DNS servers monitoring

A few months ago, I found myself needing to know about the reliability of some internal DNS provider’s servers, after getting a series of hardly trackable random network issues, aka “It’s always DNS”.

Always DNS meme

More specifically, I needed to know about the following:

number of errors/timeouts
capability to query over TCP or UDP
capability to monitor multiple DNS servers at once
return codes received in the answer (i.e. NOERROR, SERVFAIL, NXDOMAIN, you name it)
results available in Prometheus/OpenTelemetry format (although it currently export vmrange buckets only at the moment, there’s an open issue for that)

`hostlookuper`

As I couldn’t find the right tool for the job, I decided to dust off an old internal (to PostFinance) monitoring tool, namely hostlookuper, refresh it a bit and open source it: https://github.com/postfinance/hostlookuper

It’s written in Go, capable of the above, and its configuration is rather minimalistic:

 $ hostlookuper -h
Usage of hostlookuper:
  -debug
        enable verbose logging
  -dns-servers string
        comma-separated list of DNS servers. if the protocol is omitted, udp is implied, and if the port is omitted, 53 is implied (default "udp://9.9.9.9:53,udp://8.8.8.8:53,udp://one.one.one.one:53")
  -hosts string
        comma-separated list of hosts against which to perform DNS lookups (default "google.ch,ch.ch")
  -interval duration
        interval between DNS checks. must be in Go time.ParseDuration format, e.g. 5s or 5m or 1h, etc (default 5s)
  -listen string
        address on which hostlookuper listens. e.g. 0.0.0.0:9090 (default ":9090")
  -timeout duration
        maximum timeout for a DNS query. must be in Go time.ParseDuration format, e.g. 5s or 5m or 1h, etc (default 5s)

The tool is supposed to run as a daemon, and will continuously query the DNS servers you asked it to monitor, thereby collecting metrics such as their response time and error rate (provided they make any error!)

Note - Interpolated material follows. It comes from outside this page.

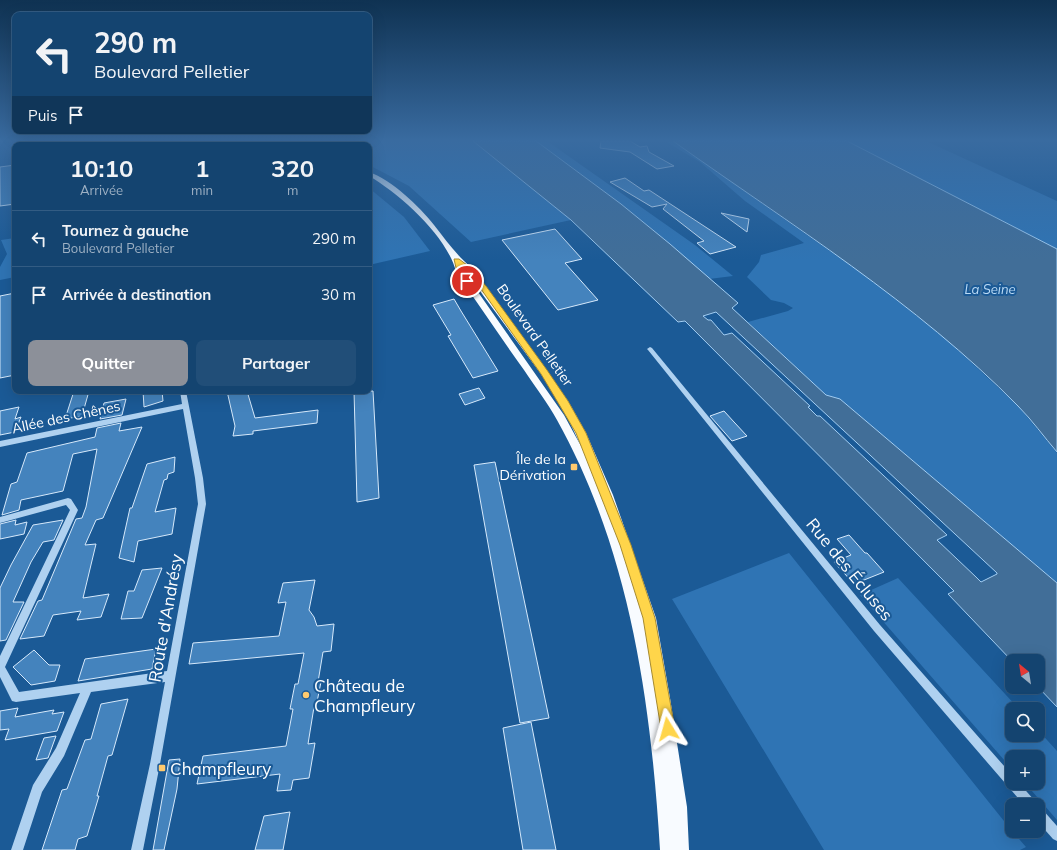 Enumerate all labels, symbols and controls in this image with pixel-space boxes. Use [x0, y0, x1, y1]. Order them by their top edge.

It exports its metrics on :9090/metrics per default and an example set of metrics are available here.

Interpreting the metrics

After letting it run for some time (see the example Kubernetes deployment), you’ll be able to import this Grafana dashboard to obtain a nice graphical overview of your DNS servers.

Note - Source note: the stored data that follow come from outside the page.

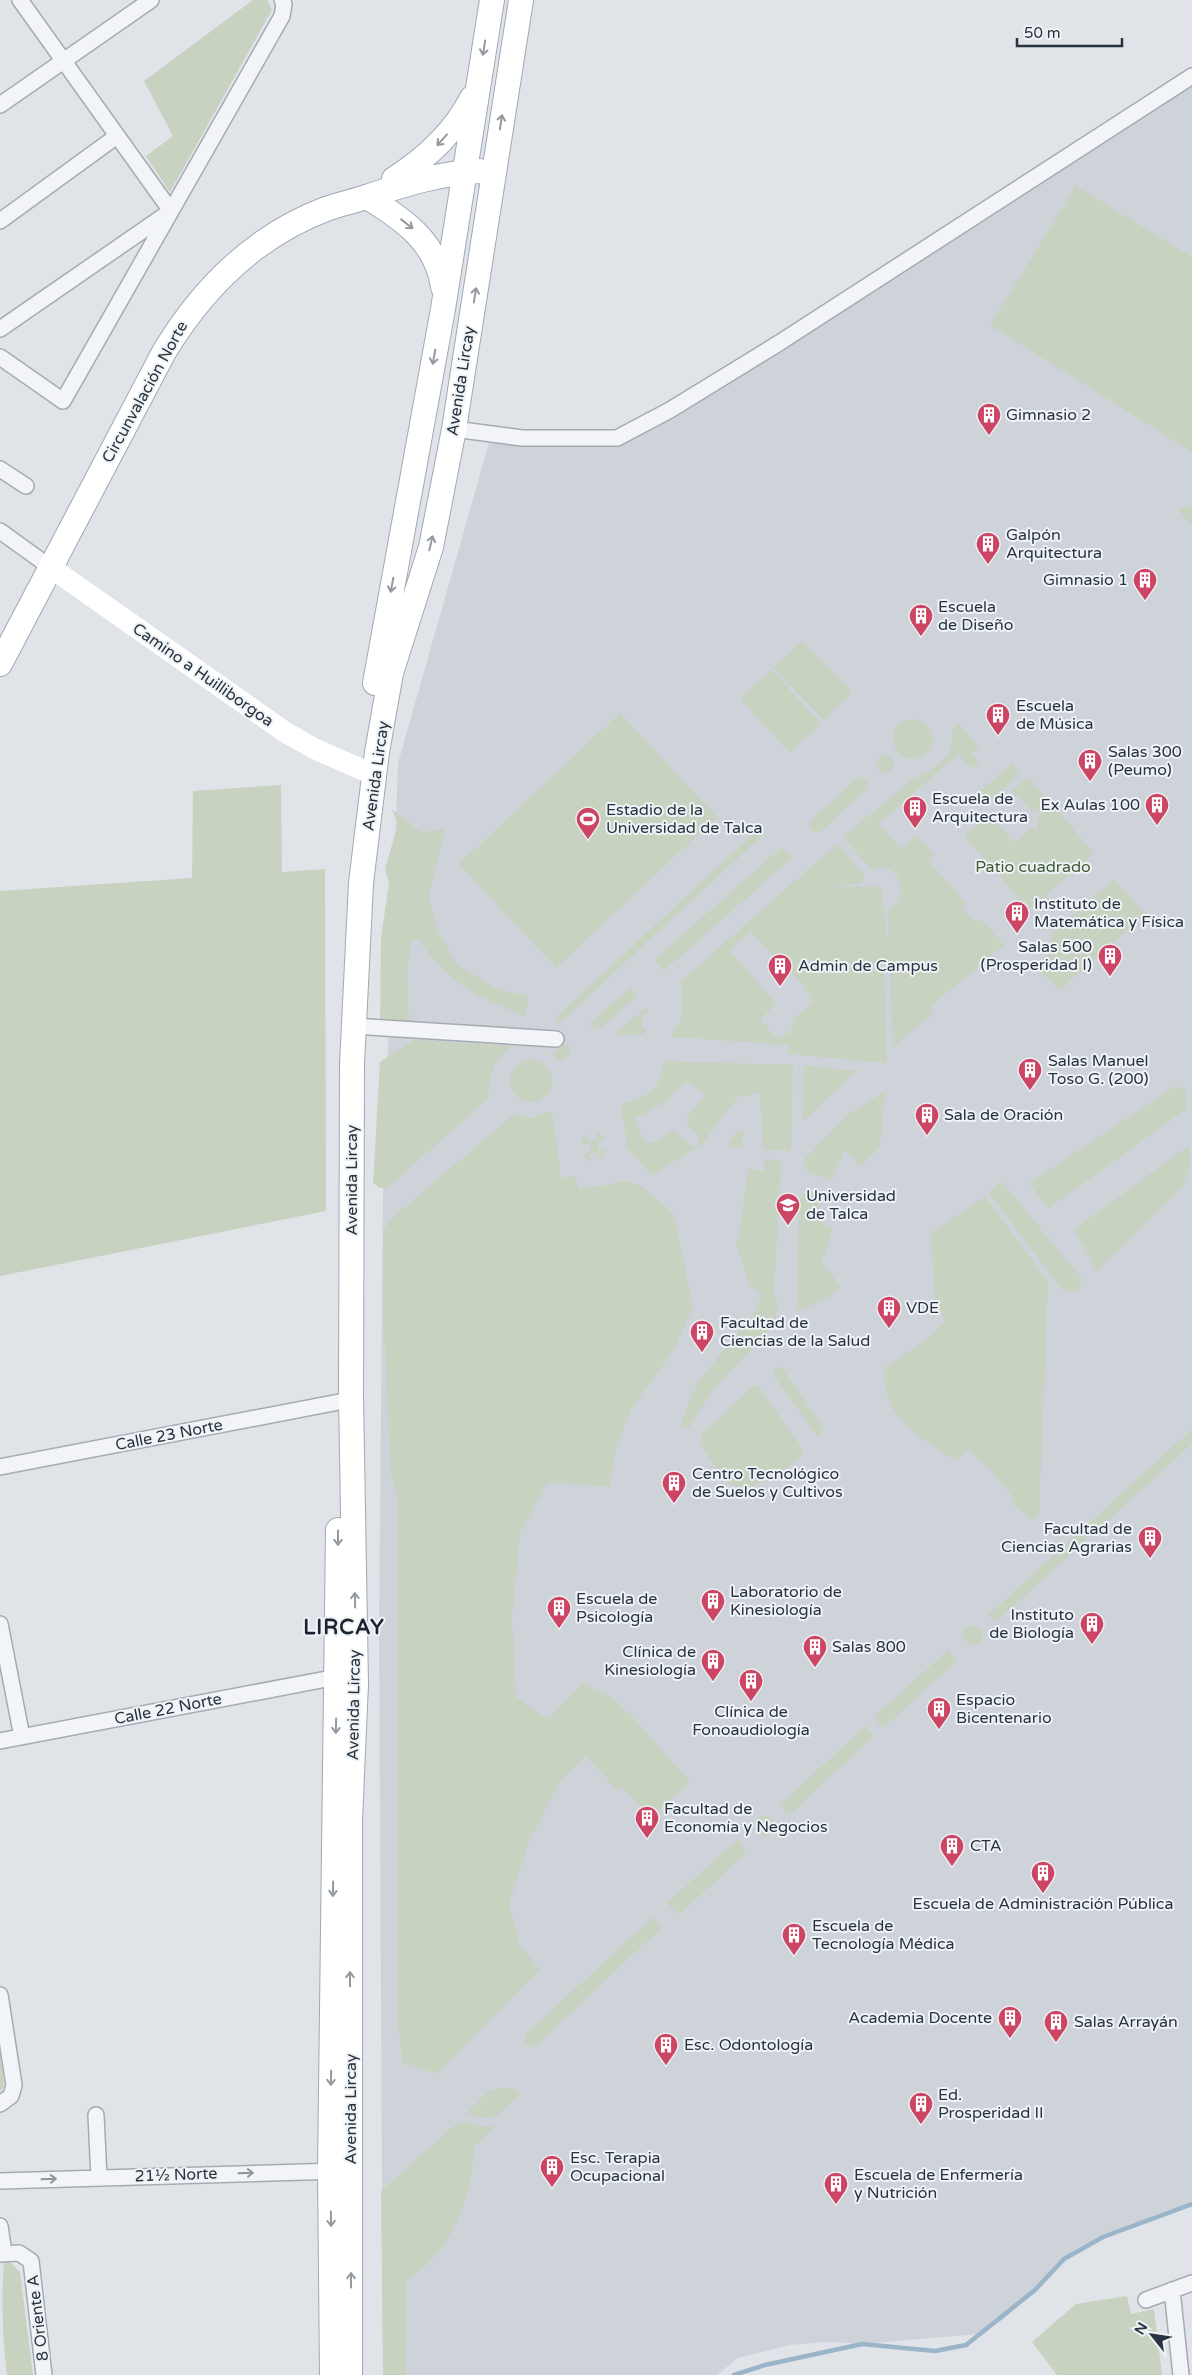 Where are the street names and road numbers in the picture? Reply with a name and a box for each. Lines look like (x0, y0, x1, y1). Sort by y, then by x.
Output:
street label: Circunvalación Norte (98, 318, 192, 466)
street label: Avenida Lircay (442, 324, 480, 437)
street label: Camino a Huilliborgoa (129, 619, 277, 731)
street label: Avenida Lircay (358, 719, 394, 832)
street label: Avenida Lircay (342, 1124, 362, 1235)
street label: Calle 23 Norte (114, 1415, 224, 1455)
street label: Avenida Lircay (343, 1649, 365, 1761)
street label: Calle 22 Norte (113, 1689, 223, 1729)
street label: Avenida Lircay (341, 2053, 361, 2164)
street label: 21½ Norte (134, 2164, 218, 2186)
street label: 8 Oriente A (23, 2274, 53, 2362)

You get the return code (RCODE) repartition, the number of errors per DNS server, a heatmap of the duration of the request, and finally a per-server latency average.

Hostlookuper Grafana dashboard

How does it help?

When you configure hostlookuper to make both tcp and udp queries, it permits you to continuously know what the state of your network is: if one DNS server has issues, you’ll only see errors on that DNS server, but when multiple DNS servers see their error counter going up, you might as well have a network or I/O issue at hand.

Concretely, it has already helped us detect an internal DNS server with a problematic version, which was dropping 0.5% of requests. What would have been extremely complicated to pinpoint was rendered as easy as looking up a Grafana dashboard.

You can also configure hostlookuper to query both a load-balanced DNS server and its backend. It permits you to make sure that during maintenance of a backend the load-balanced server is performing correctly.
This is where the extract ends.